10/09.
C’était il y a deux ans. J’ai pensé à toi, tu sais, en revenant du bus. En posant mes pieds sur le sol de cette planète qui tourne à présent sans toi. J’ai pensé à toi, car deux ans auparavant, à la même heure, j’ai rencontré Muriel, mon éducatrice, durant ma première 8ème heure de 3ème.
« - Qui est Célestine ?
- C’est moi.
-Tu peux venir avec moi s’il te plait ?
Je me suis levée.
- Et prends tes affaires, tu n’en auras plus besoin. »
Elle m’a conduit dans le couloir. « Ton grand-père va mourir, ta mère est venue te chercher… » Elle m’a amené dans le hall. Il pleuvait, ce jour là. Muriel m’a fait la bise. Elle m’a dit quelque chose, je ne me souviens plus.
Je suis sortie, sous cette pluie et ce vent de septembre. Il faisait froid. Ma mère m’a prise dans ces bras. Je me suis mise à pleurer. Et je me suis accroupie là, dans la cours. Larme brulante, pluie froide. Si je me souviens bien, j’ai laissé tomber mon classeur. Je ne sais pas. Je ne sais plus.
On a été cherché Robin, le petit fils, mon frère dans tu me parlais tant. « Robin, en toge, avec une harpe dans une foret ». Je me souviens qu’il sifflait en entrant dans la voiture. Que Maman et moi nous pleurions.
« Il lui reste quelques heures… » Tu devais mourir avant minuit. Tu aurais du mourir le 10/09, et non le onze. Mais les médecins ne connaissaient pas ta force. Moi si. Moi j’ai dis à ma mère « Il mourra demain, juste parce qu’on sera le 11/09, et que ça lui plaira de narguer une dernière fois le monde ».
A Bruxelles, on est aussi passé chercher Sylvain. J’écoutais Liberta, de Peps. Chanson qui à présent me fait penser à toi, toujours. Brise-cœur sur le quel s’écrase mes larmes.
Dans ta chambre, tes fils et filles étaient déjà là. Chantal, Olivier, Isabelle. Et bonne-maman. Les yeux rouges, assis autours de ton lit. « On ne sait pas s’il nous entend ». Mais bien sur, que tu nous entendais. Comme tu m’entends toujours aujourd’hui. Comme quand je sens ta présence qui arrive soudainement, bercer son unique petite-fille.
Tu respirais mal, très mal. Et on devait calculer tes apnées. Mais tu étais là, vivant. C’était ta troisième thrombose, la fatale. Il en fallait bien une.
Je me souviens d’une larme. Celle de Sylvain. Je me souviens de cette goute, qui s’est égarée dans sa barbe, lorsque qu’il t’a serré dans ses bras. Plus d’un an que je n’avais pas vu mon frère pleurer. Et je me souviens que cette larme solitaire à été une des images la plus douloureuse dans tout ça.

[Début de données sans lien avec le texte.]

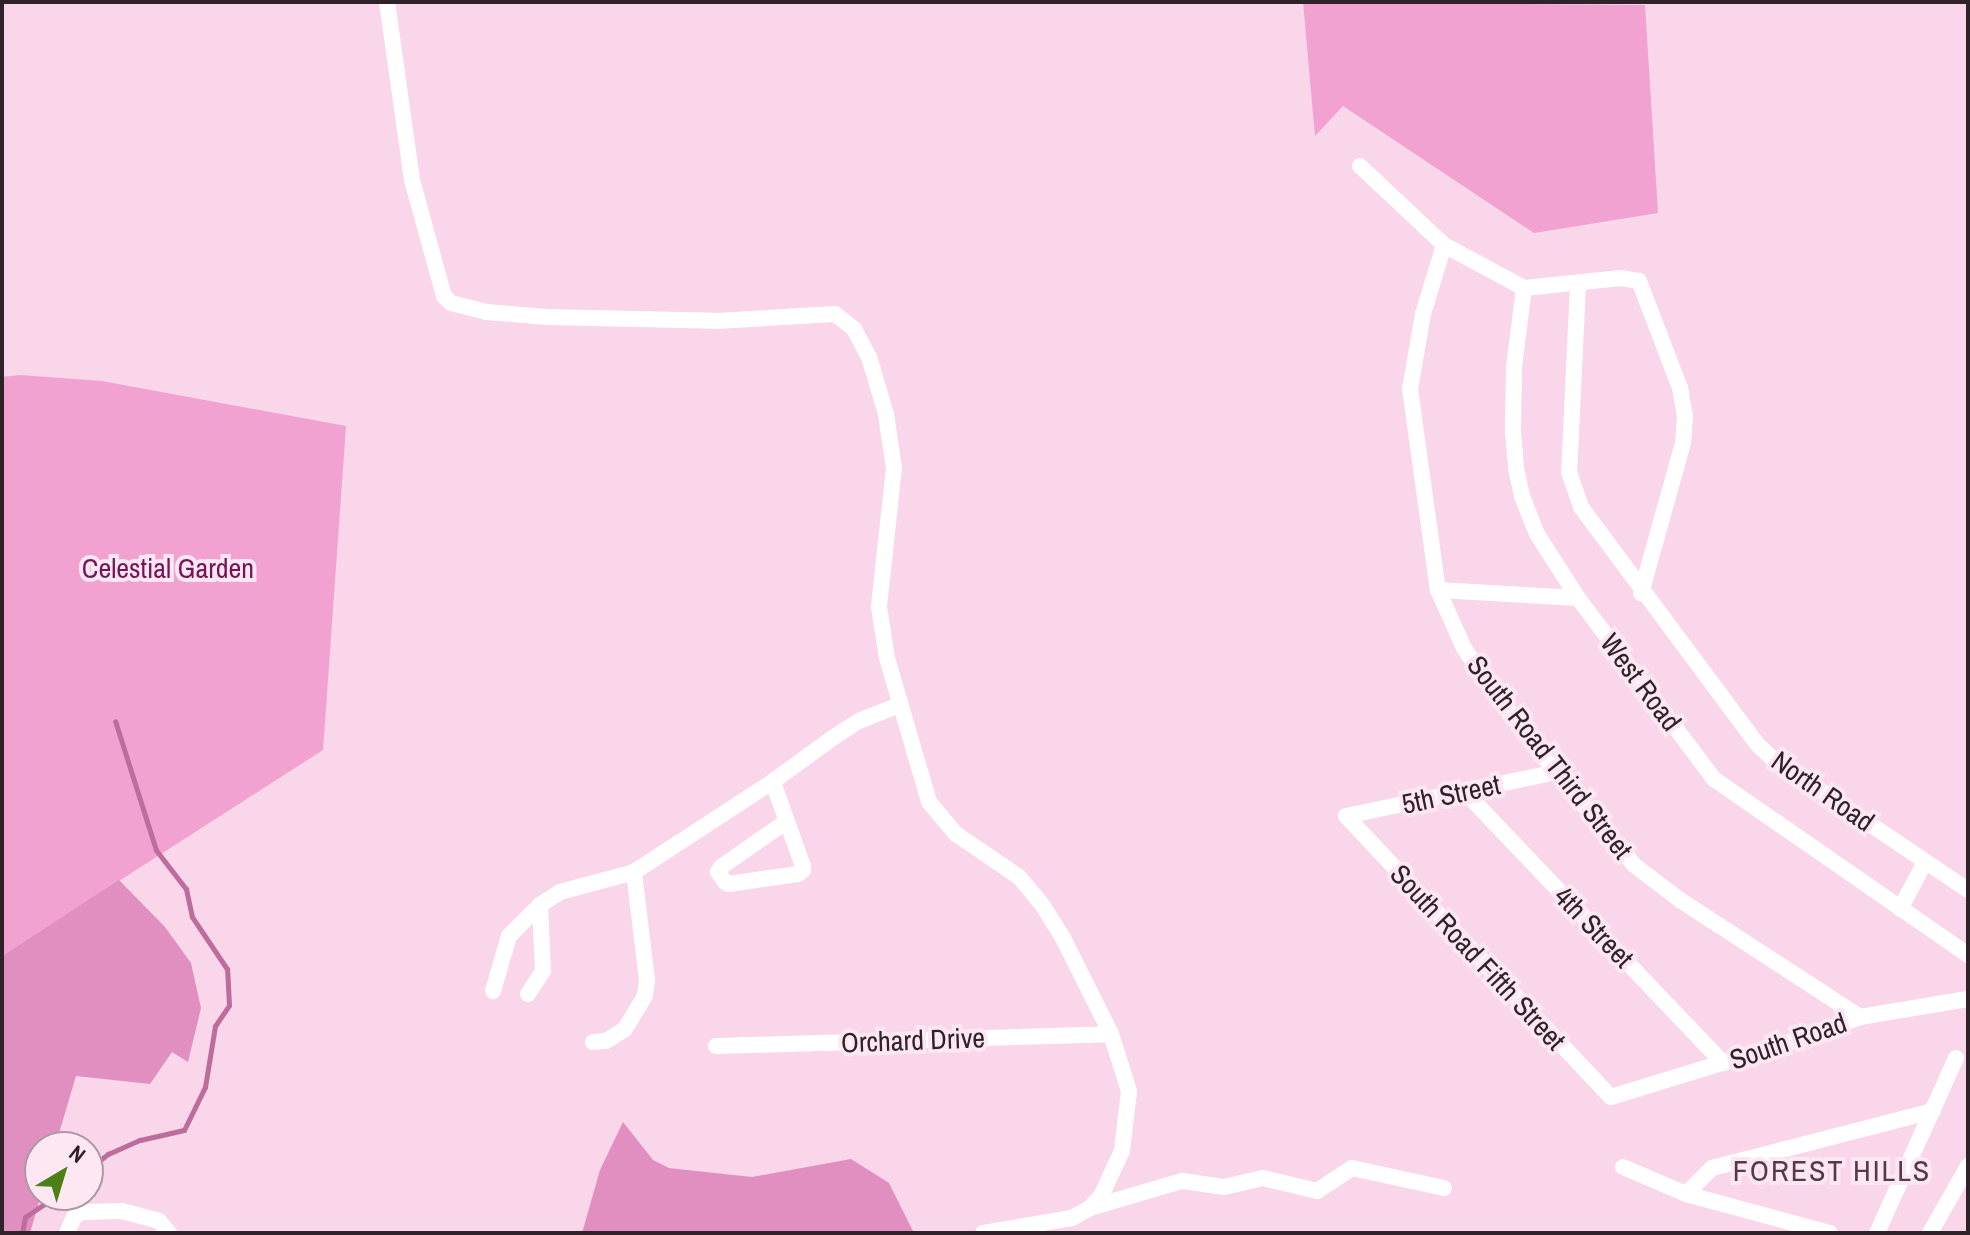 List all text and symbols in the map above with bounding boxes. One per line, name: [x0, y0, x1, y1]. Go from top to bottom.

On est rentré mangé, tous les cinqs. La famille B, réunie. Dans un chagrin immense, mais réunie. Les coudes serrés face à ce que la « vie » nous réserve à tous. On était pas sencé retourné à ton chevet.
« Maman, je veux y retourner. »
« Maman, je laisse pas Titine seule. »
Alors on y est finalement tous retournés, à ton chevet. C’était je pense, la deuxième nuit blanche de ma vie.
A un moment, ils se sont tous endormis. Frère, tante, oncle, parents. Ils dormaient tous, certains dans la chambre libre d’en face, d’autre à mes côtés. Et moi, avec mon gsm, je calculais tes apnées. Je savais quand je devais appeler un medecin. Entre chaque apnées, je courais dans les couloirs. Je piquais des sprints. Autant pour évacuer, que pour rester éveillée, à tes cotés. Et en me rassaillant, je mangeais du sucre, puis j’écrivais en te tennant la main, prète à tout abandonner à l’apnée suivante. Mais j’étais fière. Fière de faire ça. Fière de me battre pour toi.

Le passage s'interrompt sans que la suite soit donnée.